Data for analysis >>
· · · · · · ·

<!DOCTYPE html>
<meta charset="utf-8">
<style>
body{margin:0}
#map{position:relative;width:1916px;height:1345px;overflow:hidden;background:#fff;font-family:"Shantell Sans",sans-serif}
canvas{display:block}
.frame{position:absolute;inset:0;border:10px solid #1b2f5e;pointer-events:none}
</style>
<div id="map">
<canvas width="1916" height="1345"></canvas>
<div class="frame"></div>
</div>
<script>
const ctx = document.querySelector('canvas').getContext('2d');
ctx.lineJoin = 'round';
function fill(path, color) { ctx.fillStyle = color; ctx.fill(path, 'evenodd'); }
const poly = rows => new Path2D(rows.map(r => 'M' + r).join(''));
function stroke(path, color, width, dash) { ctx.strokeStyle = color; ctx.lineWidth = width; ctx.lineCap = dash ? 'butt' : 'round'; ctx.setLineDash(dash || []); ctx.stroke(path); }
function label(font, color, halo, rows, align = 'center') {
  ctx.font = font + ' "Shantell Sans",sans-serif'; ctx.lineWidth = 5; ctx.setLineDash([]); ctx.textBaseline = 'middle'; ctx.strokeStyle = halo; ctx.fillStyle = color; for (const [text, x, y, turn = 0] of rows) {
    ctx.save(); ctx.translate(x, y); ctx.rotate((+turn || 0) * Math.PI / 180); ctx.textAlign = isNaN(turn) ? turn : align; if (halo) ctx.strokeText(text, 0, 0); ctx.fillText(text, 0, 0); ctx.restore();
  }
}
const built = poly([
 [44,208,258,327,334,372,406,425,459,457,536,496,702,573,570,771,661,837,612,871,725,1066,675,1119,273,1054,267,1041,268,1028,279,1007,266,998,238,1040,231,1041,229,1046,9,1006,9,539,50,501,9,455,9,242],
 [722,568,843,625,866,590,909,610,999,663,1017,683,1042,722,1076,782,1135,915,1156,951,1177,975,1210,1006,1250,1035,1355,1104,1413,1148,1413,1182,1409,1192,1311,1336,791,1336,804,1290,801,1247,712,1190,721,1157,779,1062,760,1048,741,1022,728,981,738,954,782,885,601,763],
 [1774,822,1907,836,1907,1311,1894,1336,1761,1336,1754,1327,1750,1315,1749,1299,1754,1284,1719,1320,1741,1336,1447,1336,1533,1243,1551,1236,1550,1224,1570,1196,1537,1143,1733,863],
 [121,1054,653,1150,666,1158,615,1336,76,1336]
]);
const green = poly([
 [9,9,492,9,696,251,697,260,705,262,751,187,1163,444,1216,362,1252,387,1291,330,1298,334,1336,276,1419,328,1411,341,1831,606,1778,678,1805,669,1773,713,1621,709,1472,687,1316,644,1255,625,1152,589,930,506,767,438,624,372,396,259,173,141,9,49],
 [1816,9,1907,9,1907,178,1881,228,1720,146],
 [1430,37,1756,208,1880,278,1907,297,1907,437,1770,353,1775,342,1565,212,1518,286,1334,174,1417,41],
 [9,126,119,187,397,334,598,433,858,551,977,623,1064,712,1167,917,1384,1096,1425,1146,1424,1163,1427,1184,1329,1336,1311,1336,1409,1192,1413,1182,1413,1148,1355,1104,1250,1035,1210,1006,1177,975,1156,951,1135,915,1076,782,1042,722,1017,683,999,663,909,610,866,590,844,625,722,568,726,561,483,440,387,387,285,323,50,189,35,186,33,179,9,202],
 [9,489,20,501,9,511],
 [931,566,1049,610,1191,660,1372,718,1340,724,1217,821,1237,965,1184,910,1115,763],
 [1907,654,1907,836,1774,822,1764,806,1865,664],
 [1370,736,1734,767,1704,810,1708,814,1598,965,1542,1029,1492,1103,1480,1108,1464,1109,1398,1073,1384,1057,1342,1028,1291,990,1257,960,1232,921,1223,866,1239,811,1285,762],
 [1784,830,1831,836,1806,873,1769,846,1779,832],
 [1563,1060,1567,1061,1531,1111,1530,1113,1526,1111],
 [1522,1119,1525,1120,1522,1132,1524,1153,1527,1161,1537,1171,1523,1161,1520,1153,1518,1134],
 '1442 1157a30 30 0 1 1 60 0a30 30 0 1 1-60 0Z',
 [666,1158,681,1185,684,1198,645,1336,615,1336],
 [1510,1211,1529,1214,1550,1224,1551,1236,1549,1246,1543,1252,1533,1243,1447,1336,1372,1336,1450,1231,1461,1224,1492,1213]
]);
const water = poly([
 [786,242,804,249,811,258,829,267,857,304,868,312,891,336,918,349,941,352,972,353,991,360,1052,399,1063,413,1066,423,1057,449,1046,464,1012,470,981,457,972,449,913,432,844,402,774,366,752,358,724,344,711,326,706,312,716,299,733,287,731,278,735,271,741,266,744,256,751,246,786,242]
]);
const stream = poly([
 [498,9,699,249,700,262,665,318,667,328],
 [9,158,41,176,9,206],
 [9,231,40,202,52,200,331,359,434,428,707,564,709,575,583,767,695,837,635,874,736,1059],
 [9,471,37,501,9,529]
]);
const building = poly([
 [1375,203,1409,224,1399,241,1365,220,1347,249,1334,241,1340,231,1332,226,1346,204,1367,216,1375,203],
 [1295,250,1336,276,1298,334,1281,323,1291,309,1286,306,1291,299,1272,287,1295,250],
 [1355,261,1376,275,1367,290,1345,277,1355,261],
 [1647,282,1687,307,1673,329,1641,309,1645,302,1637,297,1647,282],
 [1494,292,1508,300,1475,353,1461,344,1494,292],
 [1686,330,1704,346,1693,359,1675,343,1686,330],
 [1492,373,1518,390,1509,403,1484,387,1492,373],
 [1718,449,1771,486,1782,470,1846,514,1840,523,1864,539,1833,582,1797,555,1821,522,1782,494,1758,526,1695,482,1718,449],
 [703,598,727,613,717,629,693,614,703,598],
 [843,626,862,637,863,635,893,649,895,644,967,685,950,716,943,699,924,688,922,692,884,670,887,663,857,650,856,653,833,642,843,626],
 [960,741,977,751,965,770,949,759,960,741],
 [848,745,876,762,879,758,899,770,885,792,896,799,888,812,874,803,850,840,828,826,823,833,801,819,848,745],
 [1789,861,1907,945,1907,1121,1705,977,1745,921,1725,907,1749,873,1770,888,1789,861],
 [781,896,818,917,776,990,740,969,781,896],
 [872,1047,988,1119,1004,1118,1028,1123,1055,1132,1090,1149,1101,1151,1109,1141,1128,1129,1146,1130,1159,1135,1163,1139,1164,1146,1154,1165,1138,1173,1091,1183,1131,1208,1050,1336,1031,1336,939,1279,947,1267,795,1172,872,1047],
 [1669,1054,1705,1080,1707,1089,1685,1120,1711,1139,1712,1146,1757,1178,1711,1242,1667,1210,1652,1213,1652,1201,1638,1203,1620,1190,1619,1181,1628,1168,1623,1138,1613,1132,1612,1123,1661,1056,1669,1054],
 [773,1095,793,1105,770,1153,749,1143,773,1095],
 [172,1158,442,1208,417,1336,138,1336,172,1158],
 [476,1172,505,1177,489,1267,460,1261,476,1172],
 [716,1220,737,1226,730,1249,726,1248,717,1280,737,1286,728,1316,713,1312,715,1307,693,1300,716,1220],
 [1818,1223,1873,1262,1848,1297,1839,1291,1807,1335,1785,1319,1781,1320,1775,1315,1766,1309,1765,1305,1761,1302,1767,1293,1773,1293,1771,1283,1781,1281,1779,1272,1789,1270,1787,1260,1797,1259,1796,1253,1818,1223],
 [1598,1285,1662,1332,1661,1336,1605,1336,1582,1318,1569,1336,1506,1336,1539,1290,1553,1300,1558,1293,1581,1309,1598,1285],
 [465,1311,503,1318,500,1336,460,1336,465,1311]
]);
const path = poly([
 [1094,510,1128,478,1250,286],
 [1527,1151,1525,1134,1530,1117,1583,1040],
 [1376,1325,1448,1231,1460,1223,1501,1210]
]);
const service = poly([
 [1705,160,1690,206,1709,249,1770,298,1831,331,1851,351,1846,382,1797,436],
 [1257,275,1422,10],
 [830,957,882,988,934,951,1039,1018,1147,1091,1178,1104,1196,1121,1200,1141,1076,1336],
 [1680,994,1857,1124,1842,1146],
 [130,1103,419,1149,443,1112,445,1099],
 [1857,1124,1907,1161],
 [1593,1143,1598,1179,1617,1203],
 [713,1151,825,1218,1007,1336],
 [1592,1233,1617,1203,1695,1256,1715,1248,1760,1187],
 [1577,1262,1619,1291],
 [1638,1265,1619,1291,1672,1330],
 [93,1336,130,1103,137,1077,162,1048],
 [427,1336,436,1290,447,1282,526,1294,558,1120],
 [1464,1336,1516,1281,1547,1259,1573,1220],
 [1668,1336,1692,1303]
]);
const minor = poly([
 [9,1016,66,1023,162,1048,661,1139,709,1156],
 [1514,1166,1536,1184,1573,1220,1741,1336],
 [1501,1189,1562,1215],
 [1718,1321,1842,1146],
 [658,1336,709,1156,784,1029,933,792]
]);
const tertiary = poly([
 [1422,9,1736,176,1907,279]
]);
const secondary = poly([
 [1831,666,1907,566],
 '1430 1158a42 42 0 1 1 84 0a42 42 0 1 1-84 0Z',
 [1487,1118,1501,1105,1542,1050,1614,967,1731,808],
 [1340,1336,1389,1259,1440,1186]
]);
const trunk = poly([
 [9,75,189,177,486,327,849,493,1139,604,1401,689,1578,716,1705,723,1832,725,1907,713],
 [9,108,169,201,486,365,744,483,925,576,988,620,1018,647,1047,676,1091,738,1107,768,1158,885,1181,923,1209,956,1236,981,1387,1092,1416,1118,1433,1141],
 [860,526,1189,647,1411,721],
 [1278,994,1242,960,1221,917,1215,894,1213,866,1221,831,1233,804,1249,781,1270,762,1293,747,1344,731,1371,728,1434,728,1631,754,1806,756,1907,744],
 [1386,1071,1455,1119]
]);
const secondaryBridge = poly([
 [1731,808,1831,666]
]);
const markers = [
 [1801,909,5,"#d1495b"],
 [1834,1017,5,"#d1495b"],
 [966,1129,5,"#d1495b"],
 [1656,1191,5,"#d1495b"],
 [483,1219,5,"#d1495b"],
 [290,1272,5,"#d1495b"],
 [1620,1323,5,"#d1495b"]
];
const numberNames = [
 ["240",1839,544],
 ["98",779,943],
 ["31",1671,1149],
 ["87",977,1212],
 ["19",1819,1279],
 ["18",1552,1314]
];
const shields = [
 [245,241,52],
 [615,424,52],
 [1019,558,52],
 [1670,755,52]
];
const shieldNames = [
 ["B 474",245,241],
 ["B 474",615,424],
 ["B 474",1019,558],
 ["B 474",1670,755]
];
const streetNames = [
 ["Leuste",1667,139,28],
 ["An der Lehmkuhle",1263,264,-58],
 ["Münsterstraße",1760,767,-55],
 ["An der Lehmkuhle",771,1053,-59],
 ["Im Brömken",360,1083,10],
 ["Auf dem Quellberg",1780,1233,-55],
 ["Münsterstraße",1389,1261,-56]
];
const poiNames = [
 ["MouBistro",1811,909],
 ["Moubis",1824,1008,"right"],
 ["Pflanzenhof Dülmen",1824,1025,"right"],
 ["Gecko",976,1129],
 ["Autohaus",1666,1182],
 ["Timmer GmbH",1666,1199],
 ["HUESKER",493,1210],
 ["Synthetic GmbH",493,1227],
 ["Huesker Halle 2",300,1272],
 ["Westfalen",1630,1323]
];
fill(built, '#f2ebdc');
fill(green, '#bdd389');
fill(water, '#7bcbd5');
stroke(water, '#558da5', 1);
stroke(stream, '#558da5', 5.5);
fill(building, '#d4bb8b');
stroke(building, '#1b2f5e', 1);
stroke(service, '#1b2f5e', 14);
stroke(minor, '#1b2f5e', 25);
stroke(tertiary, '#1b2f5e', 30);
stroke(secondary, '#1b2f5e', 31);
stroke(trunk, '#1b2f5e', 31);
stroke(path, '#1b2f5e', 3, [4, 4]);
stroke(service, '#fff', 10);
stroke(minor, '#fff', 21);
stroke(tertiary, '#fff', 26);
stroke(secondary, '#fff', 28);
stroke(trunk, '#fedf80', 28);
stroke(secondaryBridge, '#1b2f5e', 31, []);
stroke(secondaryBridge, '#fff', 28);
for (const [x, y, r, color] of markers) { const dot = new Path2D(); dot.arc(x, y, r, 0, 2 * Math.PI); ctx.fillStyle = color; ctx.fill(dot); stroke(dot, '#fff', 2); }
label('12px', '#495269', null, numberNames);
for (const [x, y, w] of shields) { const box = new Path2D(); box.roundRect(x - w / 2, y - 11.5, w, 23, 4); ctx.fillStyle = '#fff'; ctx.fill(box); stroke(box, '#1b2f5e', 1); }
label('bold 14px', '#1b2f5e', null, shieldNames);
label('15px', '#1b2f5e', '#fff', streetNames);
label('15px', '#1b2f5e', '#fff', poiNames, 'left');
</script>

· · · · · · ·

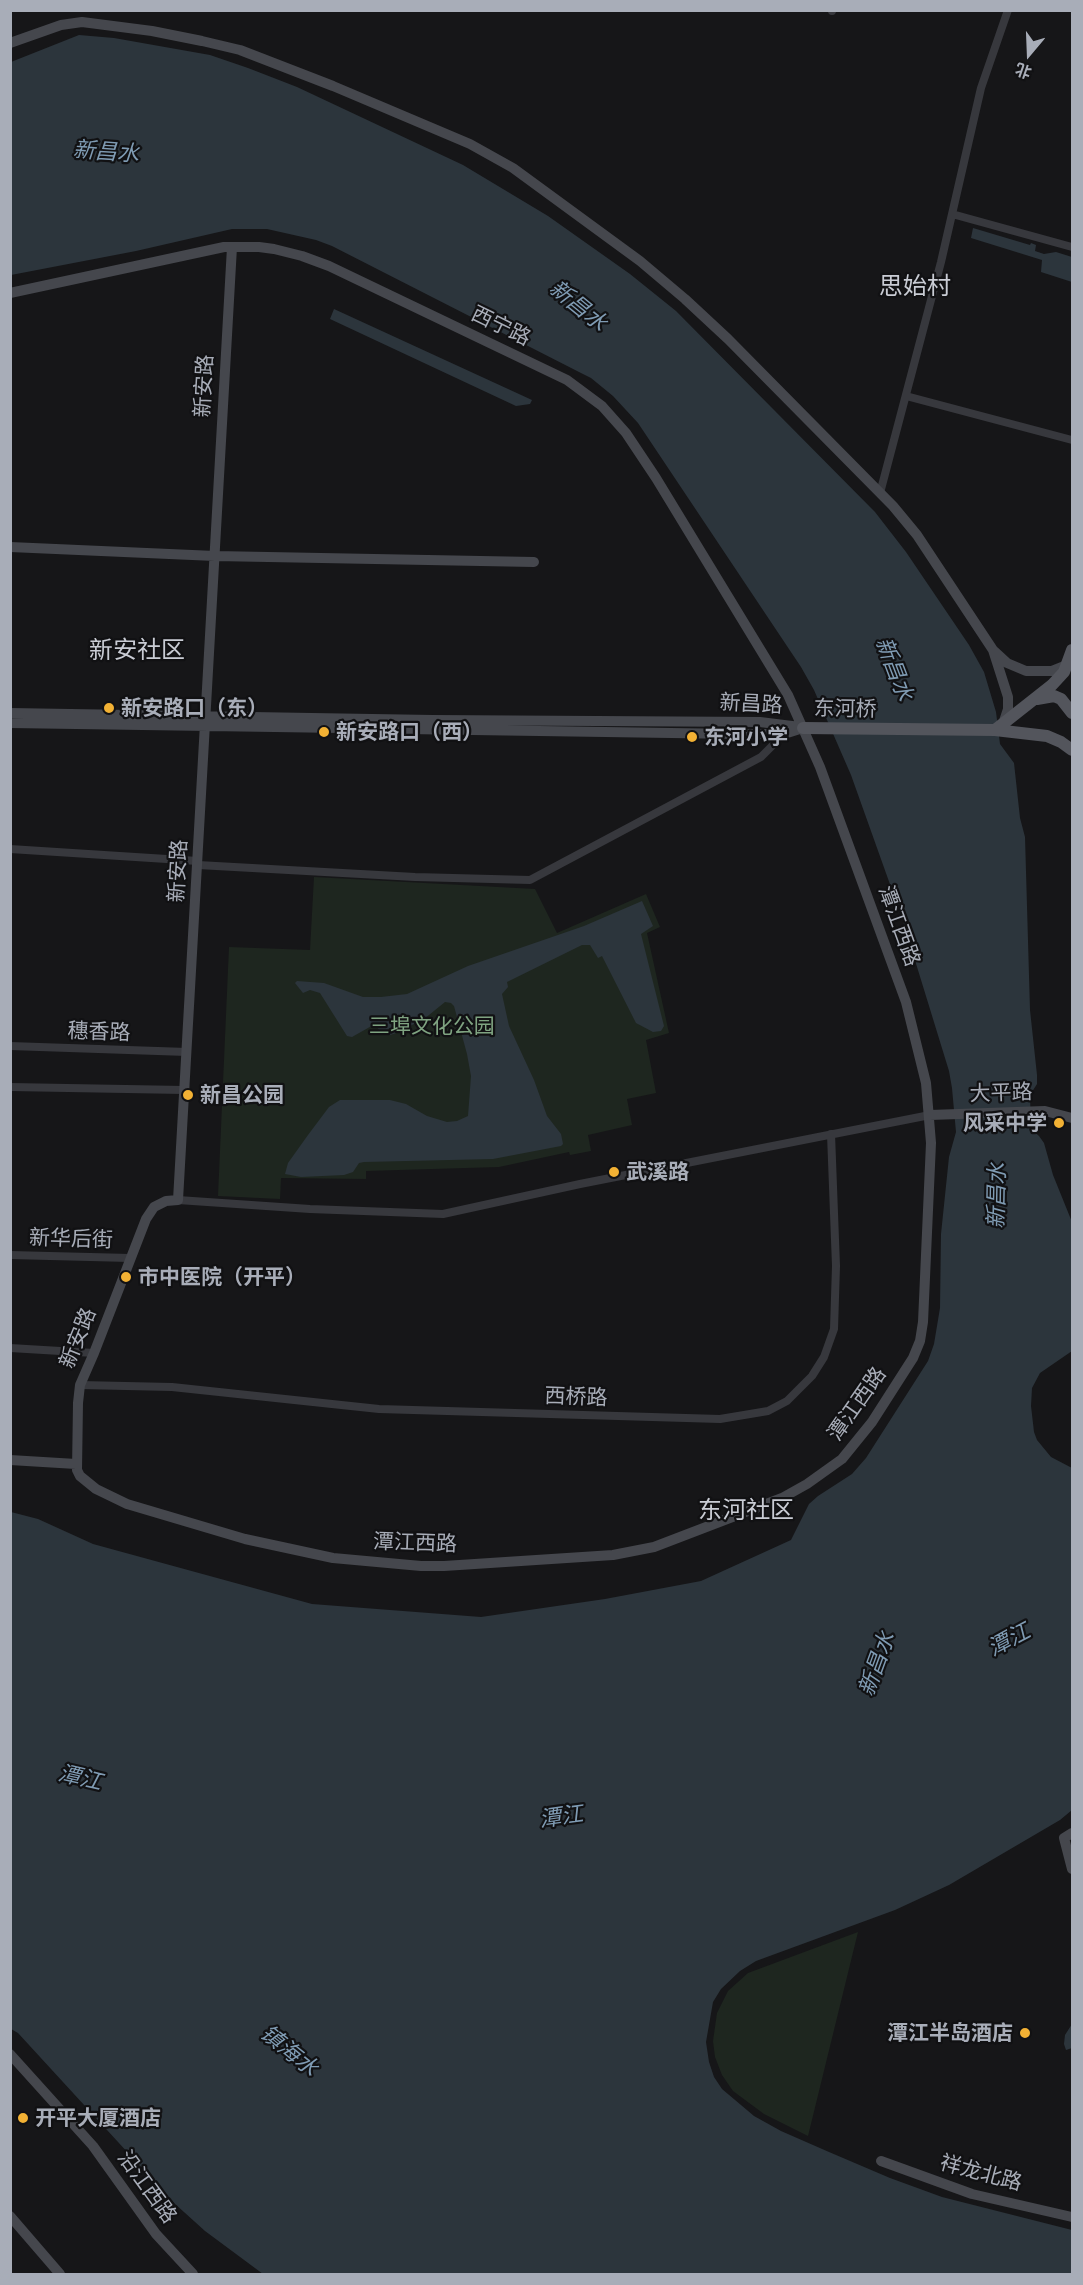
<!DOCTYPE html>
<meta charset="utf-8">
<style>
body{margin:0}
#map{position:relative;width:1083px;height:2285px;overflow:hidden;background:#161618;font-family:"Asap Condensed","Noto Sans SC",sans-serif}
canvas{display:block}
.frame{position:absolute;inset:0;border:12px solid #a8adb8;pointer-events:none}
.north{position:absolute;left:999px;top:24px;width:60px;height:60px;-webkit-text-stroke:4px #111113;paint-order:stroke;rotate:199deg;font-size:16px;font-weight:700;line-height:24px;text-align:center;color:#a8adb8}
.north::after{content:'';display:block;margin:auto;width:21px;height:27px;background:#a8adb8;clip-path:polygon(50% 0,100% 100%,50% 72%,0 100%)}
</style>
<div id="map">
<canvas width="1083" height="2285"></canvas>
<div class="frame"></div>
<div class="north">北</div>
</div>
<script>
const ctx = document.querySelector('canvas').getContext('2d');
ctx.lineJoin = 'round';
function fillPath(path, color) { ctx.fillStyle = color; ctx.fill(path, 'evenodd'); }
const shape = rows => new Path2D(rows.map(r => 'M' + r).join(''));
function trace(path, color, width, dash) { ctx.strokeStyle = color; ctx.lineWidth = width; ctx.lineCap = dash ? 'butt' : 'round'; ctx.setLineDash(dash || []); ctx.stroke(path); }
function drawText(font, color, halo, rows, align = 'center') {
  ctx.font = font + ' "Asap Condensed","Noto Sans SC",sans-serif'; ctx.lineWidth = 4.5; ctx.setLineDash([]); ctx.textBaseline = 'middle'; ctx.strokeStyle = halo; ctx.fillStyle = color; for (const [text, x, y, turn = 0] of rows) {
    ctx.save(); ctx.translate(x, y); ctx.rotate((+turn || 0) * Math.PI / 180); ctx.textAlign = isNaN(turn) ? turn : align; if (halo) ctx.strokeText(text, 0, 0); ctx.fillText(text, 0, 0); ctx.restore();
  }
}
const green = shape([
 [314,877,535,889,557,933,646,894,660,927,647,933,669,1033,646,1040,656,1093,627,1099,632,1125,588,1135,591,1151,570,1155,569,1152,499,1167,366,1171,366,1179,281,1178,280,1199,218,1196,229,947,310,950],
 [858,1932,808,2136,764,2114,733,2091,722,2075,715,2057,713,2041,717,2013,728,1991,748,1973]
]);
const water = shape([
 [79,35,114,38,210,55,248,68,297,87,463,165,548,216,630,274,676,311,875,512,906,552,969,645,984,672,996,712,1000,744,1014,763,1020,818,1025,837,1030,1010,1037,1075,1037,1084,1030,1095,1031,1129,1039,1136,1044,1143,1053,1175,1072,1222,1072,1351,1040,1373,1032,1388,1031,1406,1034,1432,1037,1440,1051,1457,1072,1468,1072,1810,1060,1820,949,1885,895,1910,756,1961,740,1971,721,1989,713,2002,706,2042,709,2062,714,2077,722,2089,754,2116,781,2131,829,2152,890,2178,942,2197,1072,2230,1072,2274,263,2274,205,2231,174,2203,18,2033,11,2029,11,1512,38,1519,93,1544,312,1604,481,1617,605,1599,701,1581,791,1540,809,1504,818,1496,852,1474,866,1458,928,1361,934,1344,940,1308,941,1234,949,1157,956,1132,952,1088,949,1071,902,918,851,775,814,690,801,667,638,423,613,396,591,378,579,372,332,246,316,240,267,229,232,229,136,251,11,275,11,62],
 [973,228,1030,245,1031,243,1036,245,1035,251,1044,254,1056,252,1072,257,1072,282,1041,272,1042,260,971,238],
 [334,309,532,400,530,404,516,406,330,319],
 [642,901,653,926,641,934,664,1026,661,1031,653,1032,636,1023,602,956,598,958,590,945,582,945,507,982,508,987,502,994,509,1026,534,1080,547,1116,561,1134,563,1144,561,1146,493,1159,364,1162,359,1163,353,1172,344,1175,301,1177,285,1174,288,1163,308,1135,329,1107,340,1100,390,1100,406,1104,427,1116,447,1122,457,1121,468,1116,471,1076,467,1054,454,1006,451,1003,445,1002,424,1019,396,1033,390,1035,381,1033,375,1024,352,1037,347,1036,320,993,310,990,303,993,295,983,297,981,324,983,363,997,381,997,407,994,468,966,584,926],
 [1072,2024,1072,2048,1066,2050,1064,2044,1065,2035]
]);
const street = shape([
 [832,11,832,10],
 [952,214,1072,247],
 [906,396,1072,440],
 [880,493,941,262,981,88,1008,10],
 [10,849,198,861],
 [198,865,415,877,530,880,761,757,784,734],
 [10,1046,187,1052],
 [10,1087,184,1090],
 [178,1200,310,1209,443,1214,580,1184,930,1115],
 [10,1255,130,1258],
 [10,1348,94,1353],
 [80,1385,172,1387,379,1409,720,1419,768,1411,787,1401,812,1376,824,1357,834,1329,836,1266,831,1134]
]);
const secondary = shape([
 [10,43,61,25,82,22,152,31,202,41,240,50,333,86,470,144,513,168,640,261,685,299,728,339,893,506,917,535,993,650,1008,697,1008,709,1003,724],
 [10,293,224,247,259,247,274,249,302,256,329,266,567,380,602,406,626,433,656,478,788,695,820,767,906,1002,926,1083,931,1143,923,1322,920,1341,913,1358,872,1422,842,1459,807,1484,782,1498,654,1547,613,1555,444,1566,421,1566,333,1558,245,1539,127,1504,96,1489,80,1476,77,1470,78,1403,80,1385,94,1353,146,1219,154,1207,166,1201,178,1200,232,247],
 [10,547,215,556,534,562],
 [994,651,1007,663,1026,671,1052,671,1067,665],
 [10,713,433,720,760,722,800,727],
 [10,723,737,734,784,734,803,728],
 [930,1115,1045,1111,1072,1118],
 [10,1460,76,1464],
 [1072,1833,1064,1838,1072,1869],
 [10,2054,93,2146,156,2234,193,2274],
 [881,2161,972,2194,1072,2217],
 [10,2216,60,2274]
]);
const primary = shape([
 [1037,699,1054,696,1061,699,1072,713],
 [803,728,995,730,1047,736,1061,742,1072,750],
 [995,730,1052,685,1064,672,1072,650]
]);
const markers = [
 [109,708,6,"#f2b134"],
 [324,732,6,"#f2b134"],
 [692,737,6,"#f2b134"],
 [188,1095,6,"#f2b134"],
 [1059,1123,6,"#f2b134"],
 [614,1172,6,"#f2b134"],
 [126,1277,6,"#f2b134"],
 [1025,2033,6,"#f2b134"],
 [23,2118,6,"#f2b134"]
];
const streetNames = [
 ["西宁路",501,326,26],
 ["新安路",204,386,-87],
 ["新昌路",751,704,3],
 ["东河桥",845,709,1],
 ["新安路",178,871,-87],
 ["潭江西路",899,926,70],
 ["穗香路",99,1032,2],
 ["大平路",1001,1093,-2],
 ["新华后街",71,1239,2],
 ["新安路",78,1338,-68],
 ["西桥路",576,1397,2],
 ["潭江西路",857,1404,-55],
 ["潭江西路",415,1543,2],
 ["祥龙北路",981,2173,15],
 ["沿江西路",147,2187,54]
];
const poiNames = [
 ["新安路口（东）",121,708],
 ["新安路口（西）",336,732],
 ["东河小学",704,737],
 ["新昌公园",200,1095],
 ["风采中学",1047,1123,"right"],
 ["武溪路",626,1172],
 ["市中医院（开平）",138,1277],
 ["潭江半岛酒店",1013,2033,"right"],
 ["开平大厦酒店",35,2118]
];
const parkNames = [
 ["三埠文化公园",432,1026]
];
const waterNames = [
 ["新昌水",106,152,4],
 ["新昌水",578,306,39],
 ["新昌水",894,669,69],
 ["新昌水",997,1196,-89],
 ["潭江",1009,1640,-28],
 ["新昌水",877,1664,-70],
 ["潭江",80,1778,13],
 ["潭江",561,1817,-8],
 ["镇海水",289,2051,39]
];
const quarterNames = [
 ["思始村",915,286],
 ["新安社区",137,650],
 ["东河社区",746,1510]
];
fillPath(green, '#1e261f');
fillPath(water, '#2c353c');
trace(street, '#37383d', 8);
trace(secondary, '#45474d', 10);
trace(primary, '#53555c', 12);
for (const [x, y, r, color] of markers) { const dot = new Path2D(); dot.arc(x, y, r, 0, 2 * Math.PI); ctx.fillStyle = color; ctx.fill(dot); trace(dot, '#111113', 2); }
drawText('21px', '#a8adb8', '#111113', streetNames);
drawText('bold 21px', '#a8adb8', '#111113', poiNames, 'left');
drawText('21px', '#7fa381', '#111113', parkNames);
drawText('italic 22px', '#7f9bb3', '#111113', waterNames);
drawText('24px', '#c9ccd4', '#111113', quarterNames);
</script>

· · · · · · ·

Search the records for the word "function" and copy out every line that holds it.

function fill(path, color) { ctx.fillStyle = color; ctx.fill(path, 'evenodd'); }
function stroke(path, color, width, dash) { ctx.strokeStyle = color; ctx.lineWidth = width; ctx.lineCap = dash ? 'butt' : 'round'; ctx.setLineDash(dash || []); ctx.stroke(path); }
function label(font, color, halo, rows, align = 'center') {
function fillPath(path, color) { ctx.fillStyle = color; ctx.fill(path, 'evenodd'); }
function trace(path, color, width, dash) { ctx.strokeStyle = color; ctx.lineWidth = width; ctx.lineCap = dash ? 'butt' : 'round'; ctx.setLineDash(dash || []); ctx.stroke(path); }
function drawText(font, color, halo, rows, align = 'center') {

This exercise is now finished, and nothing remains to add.